• _Activity_
What is needed is an exact copy of all the records, written out in full.

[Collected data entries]
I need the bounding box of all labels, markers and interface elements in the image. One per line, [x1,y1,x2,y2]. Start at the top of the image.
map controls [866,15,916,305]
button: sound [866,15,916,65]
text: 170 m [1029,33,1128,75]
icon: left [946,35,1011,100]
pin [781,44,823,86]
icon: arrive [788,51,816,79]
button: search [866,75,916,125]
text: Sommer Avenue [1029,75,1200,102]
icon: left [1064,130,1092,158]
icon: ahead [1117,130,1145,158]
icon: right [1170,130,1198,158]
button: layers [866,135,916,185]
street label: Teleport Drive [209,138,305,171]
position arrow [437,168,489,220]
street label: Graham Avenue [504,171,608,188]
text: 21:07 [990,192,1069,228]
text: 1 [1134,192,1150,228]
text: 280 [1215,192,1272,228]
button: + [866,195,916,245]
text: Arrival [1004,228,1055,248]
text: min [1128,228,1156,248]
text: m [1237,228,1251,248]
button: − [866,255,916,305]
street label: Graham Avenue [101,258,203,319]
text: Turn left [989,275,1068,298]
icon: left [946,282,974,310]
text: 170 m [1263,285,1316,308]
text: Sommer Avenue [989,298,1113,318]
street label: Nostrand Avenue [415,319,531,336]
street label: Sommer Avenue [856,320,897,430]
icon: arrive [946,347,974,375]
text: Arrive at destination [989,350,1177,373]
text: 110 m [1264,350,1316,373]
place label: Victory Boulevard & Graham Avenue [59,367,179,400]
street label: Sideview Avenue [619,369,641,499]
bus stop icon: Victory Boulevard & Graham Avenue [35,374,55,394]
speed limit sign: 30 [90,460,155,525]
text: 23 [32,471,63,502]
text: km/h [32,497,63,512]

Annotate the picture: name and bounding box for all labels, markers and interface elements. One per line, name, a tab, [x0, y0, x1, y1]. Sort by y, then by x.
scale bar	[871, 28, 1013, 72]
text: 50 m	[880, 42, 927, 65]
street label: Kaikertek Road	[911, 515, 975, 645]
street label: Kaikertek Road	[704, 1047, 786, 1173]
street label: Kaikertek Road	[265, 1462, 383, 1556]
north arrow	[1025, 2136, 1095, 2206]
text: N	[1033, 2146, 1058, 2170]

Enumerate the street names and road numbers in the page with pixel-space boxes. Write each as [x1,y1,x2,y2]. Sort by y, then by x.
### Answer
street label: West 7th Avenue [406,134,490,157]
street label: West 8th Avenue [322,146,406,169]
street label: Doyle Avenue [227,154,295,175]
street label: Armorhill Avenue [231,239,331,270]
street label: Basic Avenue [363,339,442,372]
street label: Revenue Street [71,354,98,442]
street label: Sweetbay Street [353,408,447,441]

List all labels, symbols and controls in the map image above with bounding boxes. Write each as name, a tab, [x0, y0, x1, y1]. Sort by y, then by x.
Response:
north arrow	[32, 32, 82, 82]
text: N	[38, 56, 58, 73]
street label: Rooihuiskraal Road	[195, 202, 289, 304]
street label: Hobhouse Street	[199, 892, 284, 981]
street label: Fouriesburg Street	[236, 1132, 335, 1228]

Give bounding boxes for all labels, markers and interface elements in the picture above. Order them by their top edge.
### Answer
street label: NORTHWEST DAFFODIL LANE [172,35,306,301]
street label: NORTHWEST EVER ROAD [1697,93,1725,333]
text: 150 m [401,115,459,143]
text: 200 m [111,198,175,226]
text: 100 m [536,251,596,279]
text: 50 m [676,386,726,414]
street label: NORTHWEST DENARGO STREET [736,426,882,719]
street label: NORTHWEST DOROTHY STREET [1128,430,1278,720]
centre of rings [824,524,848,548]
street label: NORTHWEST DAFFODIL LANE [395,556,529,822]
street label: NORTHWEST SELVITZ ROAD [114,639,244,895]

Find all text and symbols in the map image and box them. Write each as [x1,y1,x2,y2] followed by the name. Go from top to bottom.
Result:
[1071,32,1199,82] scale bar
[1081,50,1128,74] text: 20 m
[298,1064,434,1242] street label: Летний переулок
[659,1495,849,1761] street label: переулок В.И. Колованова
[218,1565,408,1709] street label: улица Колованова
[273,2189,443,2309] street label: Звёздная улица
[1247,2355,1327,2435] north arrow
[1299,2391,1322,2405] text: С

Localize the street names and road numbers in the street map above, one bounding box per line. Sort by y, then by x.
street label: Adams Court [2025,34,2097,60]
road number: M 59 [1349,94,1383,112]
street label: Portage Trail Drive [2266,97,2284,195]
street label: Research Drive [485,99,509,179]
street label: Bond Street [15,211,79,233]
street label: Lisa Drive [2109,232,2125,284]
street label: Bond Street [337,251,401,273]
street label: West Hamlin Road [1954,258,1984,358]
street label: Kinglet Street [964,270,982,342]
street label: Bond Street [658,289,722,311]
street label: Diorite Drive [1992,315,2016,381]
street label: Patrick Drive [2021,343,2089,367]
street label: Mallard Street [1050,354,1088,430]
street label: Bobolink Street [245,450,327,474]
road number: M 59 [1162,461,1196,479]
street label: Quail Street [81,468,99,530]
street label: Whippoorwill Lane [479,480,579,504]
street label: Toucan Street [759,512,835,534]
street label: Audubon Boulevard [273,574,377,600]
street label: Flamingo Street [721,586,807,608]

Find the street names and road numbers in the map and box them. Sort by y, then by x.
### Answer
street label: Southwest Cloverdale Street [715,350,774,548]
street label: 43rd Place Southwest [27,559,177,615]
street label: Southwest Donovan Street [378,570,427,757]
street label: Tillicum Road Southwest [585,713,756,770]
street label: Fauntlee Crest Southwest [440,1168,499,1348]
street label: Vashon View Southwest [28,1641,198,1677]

• _Solution to the exercise_
I need the bounding box of all labels, markers and interface elements in the image. One per line, [x1,y1,x2,y2]. Start at the top of the image.
map controls [866,15,916,305]
button: sound [866,15,916,65]
text: 170 m [1029,33,1128,75]
icon: left [946,35,1011,100]
pin [781,44,823,86]
icon: arrive [788,51,816,79]
button: search [866,75,916,125]
text: Sommer Avenue [1029,75,1200,102]
icon: left [1064,130,1092,158]
icon: ahead [1117,130,1145,158]
icon: right [1170,130,1198,158]
button: layers [866,135,916,185]
street label: Teleport Drive [209,138,305,171]
position arrow [437,168,489,220]
street label: Graham Avenue [504,171,608,188]
text: 21:07 [990,192,1069,228]
text: 1 [1134,192,1150,228]
text: 280 [1215,192,1272,228]
button: + [866,195,916,245]
text: Arrival [1004,228,1055,248]
text: min [1128,228,1156,248]
text: m [1237,228,1251,248]
button: − [866,255,916,305]
street label: Graham Avenue [101,258,203,319]
text: Turn left [989,275,1068,298]
icon: left [946,282,974,310]
text: 170 m [1263,285,1316,308]
text: Sommer Avenue [989,298,1113,318]
street label: Nostrand Avenue [415,319,531,336]
street label: Sommer Avenue [856,320,897,430]
icon: arrive [946,347,974,375]
text: Arrive at destination [989,350,1177,373]
text: 110 m [1264,350,1316,373]
place label: Victory Boulevard & Graham Avenue [59,367,179,400]
street label: Sideview Avenue [619,369,641,499]
bus stop icon: Victory Boulevard & Graham Avenue [35,374,55,394]
speed limit sign: 30 [90,460,155,525]
text: 23 [32,471,63,502]
text: km/h [32,497,63,512]

Annotate the picture: name and bounding box for all labels, markers and interface elements. One per line, name, a tab, [x0, y0, x1, y1]. Sort by y, then by x.
scale bar	[871, 28, 1013, 72]
text: 50 m	[880, 42, 927, 65]
street label: Kaikertek Road	[911, 515, 975, 645]
street label: Kaikertek Road	[704, 1047, 786, 1173]
street label: Kaikertek Road	[265, 1462, 383, 1556]
north arrow	[1025, 2136, 1095, 2206]
text: N	[1033, 2146, 1058, 2170]

Enumerate the street names and road numbers in the page with pixel-space boxes. Write each as [x1,y1,x2,y2]. Sort by y, then by x.
### Answer
street label: West 7th Avenue [406,134,490,157]
street label: West 8th Avenue [322,146,406,169]
street label: Doyle Avenue [227,154,295,175]
street label: Armorhill Avenue [231,239,331,270]
street label: Basic Avenue [363,339,442,372]
street label: Revenue Street [71,354,98,442]
street label: Sweetbay Street [353,408,447,441]

List all labels, symbols and controls in the map image above with bounding boxes. Write each as name, a tab, [x0, y0, x1, y1]. Sort by y, then by x.
Response:
north arrow	[32, 32, 82, 82]
text: N	[38, 56, 58, 73]
street label: Rooihuiskraal Road	[195, 202, 289, 304]
street label: Hobhouse Street	[199, 892, 284, 981]
street label: Fouriesburg Street	[236, 1132, 335, 1228]

Give bounding boxes for all labels, markers and interface elements in the picture above. Order them by their top edge.
### Answer
street label: NORTHWEST DAFFODIL LANE [172,35,306,301]
street label: NORTHWEST EVER ROAD [1697,93,1725,333]
text: 150 m [401,115,459,143]
text: 200 m [111,198,175,226]
text: 100 m [536,251,596,279]
text: 50 m [676,386,726,414]
street label: NORTHWEST DENARGO STREET [736,426,882,719]
street label: NORTHWEST DOROTHY STREET [1128,430,1278,720]
centre of rings [824,524,848,548]
street label: NORTHWEST DAFFODIL LANE [395,556,529,822]
street label: NORTHWEST SELVITZ ROAD [114,639,244,895]

Find all text and symbols in the map image and box them. Write each as [x1,y1,x2,y2] followed by the name. Go from top to bottom.
Result:
[1071,32,1199,82] scale bar
[1081,50,1128,74] text: 20 m
[298,1064,434,1242] street label: Летний переулок
[659,1495,849,1761] street label: переулок В.И. Колованова
[218,1565,408,1709] street label: улица Колованова
[273,2189,443,2309] street label: Звёздная улица
[1247,2355,1327,2435] north arrow
[1299,2391,1322,2405] text: С

Localize the street names and road numbers in the street map above, one bounding box per line. Sort by y, then by x.
street label: Adams Court [2025,34,2097,60]
road number: M 59 [1349,94,1383,112]
street label: Portage Trail Drive [2266,97,2284,195]
street label: Research Drive [485,99,509,179]
street label: Bond Street [15,211,79,233]
street label: Lisa Drive [2109,232,2125,284]
street label: Bond Street [337,251,401,273]
street label: West Hamlin Road [1954,258,1984,358]
street label: Kinglet Street [964,270,982,342]
street label: Bond Street [658,289,722,311]
street label: Diorite Drive [1992,315,2016,381]
street label: Patrick Drive [2021,343,2089,367]
street label: Mallard Street [1050,354,1088,430]
street label: Bobolink Street [245,450,327,474]
road number: M 59 [1162,461,1196,479]
street label: Quail Street [81,468,99,530]
street label: Whippoorwill Lane [479,480,579,504]
street label: Toucan Street [759,512,835,534]
street label: Audubon Boulevard [273,574,377,600]
street label: Flamingo Street [721,586,807,608]

Find the street names and road numbers in the map and box them. Sort by y, then by x.
### Answer
street label: Southwest Cloverdale Street [715,350,774,548]
street label: 43rd Place Southwest [27,559,177,615]
street label: Southwest Donovan Street [378,570,427,757]
street label: Tillicum Road Southwest [585,713,756,770]
street label: Fauntlee Crest Southwest [440,1168,499,1348]
street label: Vashon View Southwest [28,1641,198,1677]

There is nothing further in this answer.